2. Pay close attention to the number of issues hitting new 52-week highs and lows each day for trend corroboration, sector analysis, and to obtain a wealth of important information for daily decision-making and periodic performance understanding. You may even be able to gauge interest rate expectations and predict where (and why) your portfolio market value is heading in one direction or the other.

Take reasonable profits in the issues that have risen to new peaks (sell higher), and purchase the quality issues among those that are at 52-week lows (buy lower). High prices often reflect high speculation with bazooka potential, while lower priced value stocks often turn out to be bargains.

3. Throughout the trading day, periodic review of three lists called market statistics will keep you current on individual issue price movements, active issues, sector developments and more. How you interpret and use this information will eventually affect your bottom line, whether you are an Investment Grade Value Stock (Google IGVSI) investor or a small cap day trader.

The most active and most declined lists describe individual and group activity, identify where some more detailed research might be appropriate and provide potential additions to your daily stock watch list. The most active and most advanced lists will identify the hottest individual issues and sectors, identify areas where news stories may be worth reading, and instantly make you aware of profit taking opportunities.

Can a glimpse of the DJIA ever provide this kind of information? I don't think so.

I know you are tempted to shout "blasphemy" at the top of your lungs, but the DJIA was developed in a pre-Internet world (actually, pre-automobile) where the statistics discussed above were unavailable and only the really wealthy cared about the stock market. (By the way, these are the folks that provide the jobs — then and now. We need a government that allows that to happen.)
When the Dow was born, there were no mutual funds, money funds, ETFs, IRAs, 401(k)s, CEFs or Quotrons, even — and, frankly Scarlett, 95 percent of the population just don't give a damn. But here's some more blasphemy for you:

It is likely that not one person reading this article has an investment portfolio that closely resembles the composition of the DJIA. It is just as likely that nearly everyone reading this article will use the Dow to evaluate his or her portfolio performance. I've never understood this phenomenon, and I know that change takes time — but really.
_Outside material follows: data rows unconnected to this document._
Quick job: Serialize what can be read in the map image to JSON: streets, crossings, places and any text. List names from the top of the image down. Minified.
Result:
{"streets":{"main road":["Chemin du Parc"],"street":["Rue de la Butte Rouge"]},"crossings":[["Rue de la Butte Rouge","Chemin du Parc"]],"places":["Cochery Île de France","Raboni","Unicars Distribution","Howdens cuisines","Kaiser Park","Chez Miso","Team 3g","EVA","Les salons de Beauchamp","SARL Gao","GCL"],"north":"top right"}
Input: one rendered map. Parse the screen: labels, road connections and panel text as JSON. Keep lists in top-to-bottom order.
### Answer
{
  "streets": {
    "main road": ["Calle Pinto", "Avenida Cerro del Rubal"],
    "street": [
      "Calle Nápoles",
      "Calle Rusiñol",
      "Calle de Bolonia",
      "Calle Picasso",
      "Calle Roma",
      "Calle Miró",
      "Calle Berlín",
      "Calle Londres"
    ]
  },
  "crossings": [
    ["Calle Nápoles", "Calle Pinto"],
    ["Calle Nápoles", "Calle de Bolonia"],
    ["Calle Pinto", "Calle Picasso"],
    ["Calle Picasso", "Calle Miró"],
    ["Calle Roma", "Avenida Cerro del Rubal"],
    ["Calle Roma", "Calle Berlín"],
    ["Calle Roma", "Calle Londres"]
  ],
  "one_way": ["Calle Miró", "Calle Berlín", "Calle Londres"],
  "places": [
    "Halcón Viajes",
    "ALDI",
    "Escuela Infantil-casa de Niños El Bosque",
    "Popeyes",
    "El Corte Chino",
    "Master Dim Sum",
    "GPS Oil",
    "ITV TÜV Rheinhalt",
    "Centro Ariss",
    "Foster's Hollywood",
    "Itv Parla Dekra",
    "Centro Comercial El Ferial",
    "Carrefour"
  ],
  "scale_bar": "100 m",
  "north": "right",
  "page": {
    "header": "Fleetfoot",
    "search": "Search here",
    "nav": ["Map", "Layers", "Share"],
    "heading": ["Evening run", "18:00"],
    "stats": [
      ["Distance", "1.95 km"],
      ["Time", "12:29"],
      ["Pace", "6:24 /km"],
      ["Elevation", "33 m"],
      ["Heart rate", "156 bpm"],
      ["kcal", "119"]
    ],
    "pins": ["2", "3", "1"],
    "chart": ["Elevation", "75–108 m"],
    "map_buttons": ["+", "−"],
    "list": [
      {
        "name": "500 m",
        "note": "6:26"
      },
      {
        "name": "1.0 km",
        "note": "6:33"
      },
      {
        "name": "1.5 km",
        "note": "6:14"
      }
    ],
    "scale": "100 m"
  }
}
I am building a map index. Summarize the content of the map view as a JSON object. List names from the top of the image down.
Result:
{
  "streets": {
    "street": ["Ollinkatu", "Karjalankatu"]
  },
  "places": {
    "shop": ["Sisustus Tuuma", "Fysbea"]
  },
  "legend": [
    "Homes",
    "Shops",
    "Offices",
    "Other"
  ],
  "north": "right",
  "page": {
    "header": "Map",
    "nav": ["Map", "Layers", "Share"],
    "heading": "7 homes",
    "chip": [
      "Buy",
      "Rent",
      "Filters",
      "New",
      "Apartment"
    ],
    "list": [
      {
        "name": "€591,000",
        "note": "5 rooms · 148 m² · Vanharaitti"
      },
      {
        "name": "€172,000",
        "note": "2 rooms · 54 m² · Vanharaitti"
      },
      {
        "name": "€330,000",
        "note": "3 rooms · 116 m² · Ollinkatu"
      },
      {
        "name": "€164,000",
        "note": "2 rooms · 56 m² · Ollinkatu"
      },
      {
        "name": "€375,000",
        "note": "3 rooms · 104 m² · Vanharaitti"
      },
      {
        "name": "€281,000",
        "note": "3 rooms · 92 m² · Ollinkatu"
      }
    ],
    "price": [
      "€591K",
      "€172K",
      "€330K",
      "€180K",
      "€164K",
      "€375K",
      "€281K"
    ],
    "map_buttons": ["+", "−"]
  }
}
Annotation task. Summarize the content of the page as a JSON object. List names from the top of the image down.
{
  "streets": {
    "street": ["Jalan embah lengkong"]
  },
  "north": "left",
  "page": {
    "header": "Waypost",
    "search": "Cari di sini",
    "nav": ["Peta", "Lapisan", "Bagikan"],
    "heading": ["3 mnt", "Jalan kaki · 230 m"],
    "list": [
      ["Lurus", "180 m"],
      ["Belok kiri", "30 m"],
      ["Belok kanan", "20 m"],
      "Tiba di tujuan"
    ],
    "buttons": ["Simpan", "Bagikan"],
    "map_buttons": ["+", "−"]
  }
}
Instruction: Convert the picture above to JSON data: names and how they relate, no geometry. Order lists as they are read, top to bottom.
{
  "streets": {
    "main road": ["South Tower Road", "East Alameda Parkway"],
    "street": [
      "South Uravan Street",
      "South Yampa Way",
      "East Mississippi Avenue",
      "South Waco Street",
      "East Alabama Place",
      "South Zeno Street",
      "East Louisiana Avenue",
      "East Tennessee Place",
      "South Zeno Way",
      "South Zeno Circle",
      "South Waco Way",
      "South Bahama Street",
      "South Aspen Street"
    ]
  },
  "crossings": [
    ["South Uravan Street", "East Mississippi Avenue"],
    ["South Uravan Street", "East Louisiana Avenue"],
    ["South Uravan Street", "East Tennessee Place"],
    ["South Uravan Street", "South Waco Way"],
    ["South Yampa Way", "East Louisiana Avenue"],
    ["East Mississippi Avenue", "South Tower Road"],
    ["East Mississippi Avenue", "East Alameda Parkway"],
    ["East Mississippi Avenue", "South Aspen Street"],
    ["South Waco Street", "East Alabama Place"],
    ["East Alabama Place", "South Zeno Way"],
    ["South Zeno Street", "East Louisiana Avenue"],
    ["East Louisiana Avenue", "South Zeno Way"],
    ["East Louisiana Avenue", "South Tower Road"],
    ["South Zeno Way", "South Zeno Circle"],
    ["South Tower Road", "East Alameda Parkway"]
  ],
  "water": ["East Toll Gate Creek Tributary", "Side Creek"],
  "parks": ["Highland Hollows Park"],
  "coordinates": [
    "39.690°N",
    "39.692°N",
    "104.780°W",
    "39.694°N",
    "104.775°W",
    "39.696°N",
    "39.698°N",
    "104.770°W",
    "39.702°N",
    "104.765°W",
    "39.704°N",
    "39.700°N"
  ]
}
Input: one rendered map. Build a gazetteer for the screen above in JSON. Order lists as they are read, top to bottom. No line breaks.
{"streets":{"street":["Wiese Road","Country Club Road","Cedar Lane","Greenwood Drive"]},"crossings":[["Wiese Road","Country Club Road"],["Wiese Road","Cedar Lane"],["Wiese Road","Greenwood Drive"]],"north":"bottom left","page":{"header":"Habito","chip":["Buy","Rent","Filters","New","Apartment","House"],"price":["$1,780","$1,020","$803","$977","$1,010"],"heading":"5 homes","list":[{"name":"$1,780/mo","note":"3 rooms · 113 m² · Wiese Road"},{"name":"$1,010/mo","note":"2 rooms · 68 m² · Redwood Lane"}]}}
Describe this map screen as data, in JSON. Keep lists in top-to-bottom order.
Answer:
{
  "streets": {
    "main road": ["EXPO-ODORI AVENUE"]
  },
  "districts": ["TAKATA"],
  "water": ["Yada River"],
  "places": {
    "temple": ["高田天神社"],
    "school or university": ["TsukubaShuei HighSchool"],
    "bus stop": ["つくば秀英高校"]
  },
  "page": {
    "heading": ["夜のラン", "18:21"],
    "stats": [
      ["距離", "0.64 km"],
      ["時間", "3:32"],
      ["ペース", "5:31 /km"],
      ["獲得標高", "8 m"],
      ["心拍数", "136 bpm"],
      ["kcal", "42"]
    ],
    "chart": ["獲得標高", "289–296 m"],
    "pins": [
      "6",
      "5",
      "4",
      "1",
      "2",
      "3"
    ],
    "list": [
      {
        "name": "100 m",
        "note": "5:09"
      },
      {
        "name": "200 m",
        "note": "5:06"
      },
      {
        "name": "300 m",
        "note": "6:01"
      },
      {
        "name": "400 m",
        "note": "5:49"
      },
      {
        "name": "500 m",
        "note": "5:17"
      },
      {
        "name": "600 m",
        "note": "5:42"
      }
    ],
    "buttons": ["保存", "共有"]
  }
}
Instead of rejoicing as the DJIA and S&P establish new three-year highs, pay attention to some reality-based numbers: together they remain about 15 percent below where they were at their Oct. 2007 highs. Each would have to gain an additional 18 percent or so to break even with where they were more than three years ago.

The Investment Grade Value Stock Index (more blue chip than the others) is up 11 percent from its Oct. 2007 level and at a new all time high — right now. Wall Street-managed portfolios generally do not outperform the averages. Portfolios that use IGVSI equities in combination with a 30 percent income security asset allocation have consistently outperformed the market averages cycle-to-cycle.